- DESCRIPTION OF THE TASK -
Show each line of the data below that has the string "labels" in it.

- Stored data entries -
● ● ● ● ●

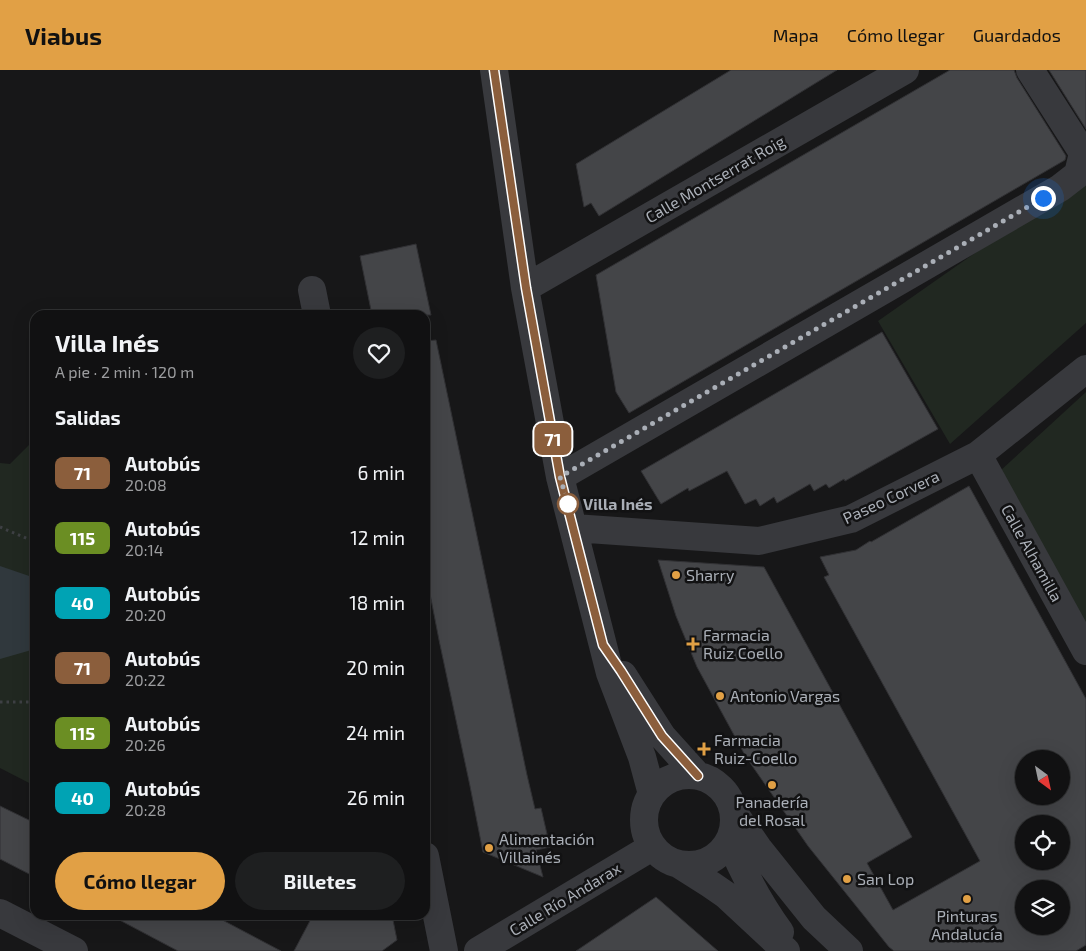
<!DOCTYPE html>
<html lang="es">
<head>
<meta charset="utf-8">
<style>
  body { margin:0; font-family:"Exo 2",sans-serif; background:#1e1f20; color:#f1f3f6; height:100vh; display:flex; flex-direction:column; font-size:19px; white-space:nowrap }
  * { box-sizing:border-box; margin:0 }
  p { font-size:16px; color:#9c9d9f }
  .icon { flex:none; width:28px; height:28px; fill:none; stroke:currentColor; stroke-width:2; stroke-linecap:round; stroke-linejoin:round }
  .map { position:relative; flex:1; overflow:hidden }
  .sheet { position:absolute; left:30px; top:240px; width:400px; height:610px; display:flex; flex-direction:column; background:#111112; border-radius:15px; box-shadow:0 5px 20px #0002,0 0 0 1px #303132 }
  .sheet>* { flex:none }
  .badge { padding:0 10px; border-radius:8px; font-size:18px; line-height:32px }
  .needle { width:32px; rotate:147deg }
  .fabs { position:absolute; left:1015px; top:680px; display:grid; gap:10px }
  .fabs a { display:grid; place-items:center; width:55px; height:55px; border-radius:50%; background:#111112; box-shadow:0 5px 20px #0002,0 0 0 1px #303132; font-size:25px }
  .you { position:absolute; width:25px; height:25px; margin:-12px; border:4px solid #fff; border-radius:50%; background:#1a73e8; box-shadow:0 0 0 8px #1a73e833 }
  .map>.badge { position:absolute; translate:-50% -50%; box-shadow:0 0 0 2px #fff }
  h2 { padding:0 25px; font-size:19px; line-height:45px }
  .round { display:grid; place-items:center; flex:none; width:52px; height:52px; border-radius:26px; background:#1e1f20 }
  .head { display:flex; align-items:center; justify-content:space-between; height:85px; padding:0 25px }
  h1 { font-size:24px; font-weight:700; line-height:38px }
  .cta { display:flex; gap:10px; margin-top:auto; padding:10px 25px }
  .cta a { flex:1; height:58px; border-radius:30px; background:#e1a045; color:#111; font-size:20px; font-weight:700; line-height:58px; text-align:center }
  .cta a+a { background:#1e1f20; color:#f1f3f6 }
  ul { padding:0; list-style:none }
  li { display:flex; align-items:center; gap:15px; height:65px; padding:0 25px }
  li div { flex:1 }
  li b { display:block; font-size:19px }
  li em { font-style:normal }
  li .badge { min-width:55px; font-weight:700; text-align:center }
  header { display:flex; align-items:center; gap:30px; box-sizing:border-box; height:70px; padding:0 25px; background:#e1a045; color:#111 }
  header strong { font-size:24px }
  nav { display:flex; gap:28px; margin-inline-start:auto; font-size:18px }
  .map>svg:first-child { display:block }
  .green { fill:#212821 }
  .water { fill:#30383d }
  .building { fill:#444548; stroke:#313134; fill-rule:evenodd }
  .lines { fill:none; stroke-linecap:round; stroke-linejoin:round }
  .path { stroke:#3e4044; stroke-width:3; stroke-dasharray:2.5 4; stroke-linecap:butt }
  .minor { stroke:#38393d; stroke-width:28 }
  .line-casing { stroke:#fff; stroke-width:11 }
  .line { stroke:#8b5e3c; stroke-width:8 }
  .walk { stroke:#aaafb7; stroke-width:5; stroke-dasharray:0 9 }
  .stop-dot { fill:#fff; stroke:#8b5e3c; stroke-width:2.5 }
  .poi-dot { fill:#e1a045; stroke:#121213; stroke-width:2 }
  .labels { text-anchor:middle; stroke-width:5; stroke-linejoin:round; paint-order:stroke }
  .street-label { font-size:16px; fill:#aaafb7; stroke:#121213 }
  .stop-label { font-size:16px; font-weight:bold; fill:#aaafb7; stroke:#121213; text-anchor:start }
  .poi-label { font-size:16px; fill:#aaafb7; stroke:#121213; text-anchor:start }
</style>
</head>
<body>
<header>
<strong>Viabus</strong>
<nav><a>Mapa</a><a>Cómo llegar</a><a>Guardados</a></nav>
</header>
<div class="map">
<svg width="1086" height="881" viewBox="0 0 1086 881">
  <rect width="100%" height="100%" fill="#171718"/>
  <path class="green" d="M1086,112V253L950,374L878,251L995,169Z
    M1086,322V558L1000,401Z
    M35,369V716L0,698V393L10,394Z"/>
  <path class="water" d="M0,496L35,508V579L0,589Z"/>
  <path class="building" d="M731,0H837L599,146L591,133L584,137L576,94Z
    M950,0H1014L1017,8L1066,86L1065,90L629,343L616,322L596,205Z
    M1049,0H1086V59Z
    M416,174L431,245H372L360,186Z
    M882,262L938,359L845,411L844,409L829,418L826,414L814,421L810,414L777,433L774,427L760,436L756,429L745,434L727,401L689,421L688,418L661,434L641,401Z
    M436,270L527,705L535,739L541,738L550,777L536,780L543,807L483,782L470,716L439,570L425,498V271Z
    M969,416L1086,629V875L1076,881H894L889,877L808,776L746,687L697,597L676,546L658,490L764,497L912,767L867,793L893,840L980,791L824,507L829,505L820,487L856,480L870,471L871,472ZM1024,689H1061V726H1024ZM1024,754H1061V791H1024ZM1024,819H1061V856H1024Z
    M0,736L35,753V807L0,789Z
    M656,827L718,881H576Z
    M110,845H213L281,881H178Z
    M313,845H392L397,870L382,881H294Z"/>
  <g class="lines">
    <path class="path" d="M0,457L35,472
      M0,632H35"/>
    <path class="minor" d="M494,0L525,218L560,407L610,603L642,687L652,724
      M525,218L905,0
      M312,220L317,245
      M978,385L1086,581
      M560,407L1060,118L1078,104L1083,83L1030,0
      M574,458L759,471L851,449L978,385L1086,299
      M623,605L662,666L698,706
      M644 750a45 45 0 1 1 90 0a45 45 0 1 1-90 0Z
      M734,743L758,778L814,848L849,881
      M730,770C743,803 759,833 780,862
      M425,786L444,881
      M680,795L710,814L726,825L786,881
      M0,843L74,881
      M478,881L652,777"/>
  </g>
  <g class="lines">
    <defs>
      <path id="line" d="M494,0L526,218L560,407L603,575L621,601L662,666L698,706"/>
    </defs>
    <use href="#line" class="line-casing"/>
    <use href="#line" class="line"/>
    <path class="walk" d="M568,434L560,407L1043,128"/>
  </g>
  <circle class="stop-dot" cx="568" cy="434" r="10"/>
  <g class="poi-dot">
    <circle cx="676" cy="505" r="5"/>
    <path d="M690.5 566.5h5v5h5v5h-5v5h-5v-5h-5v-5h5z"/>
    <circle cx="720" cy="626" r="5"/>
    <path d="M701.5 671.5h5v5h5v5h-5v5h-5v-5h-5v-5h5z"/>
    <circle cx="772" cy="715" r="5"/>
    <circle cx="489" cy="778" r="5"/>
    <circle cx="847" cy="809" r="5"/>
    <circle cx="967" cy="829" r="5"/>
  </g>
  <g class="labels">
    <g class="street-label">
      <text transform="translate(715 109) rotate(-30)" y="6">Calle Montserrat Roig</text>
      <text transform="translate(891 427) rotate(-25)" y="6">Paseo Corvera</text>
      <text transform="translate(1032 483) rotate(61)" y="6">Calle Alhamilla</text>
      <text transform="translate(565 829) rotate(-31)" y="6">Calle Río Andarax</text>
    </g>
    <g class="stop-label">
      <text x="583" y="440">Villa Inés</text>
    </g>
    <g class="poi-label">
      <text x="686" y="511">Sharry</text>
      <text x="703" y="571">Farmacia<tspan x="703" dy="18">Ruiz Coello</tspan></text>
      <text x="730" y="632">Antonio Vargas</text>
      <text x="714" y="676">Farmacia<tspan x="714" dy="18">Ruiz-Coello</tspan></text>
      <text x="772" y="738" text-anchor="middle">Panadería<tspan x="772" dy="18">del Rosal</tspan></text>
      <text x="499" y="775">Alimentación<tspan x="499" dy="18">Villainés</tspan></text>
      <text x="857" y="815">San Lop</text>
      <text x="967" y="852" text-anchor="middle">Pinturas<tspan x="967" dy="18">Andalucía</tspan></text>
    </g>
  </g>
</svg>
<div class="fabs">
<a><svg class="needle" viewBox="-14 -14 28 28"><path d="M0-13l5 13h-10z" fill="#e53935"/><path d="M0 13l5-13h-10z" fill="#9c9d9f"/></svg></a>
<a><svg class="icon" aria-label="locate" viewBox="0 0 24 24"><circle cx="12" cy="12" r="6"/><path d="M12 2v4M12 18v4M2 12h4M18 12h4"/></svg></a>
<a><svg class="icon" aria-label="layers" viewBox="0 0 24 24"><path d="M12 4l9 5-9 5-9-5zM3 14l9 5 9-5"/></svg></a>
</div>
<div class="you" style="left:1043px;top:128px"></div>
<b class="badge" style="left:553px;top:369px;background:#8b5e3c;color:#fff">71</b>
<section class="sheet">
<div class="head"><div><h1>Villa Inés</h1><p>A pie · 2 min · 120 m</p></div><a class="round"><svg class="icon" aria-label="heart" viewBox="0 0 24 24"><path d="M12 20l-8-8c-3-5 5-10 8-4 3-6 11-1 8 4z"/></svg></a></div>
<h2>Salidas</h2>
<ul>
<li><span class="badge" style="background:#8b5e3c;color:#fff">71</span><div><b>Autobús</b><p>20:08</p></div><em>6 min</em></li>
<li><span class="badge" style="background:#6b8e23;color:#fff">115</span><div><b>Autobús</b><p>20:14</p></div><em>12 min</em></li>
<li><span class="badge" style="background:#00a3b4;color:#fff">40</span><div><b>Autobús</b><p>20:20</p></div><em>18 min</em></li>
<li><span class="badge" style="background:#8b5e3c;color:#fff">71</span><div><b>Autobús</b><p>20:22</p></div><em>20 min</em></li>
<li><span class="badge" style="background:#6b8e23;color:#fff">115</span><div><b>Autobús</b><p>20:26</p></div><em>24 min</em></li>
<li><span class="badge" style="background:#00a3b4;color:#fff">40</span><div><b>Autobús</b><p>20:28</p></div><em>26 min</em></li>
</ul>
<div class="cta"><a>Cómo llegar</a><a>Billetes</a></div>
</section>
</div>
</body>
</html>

● ● ● ● ●

- PROBLEM SOLUTION -
  .labels { text-anchor:middle; stroke-width:5; stroke-linejoin:round; paint-order:stroke }
  <g class="labels">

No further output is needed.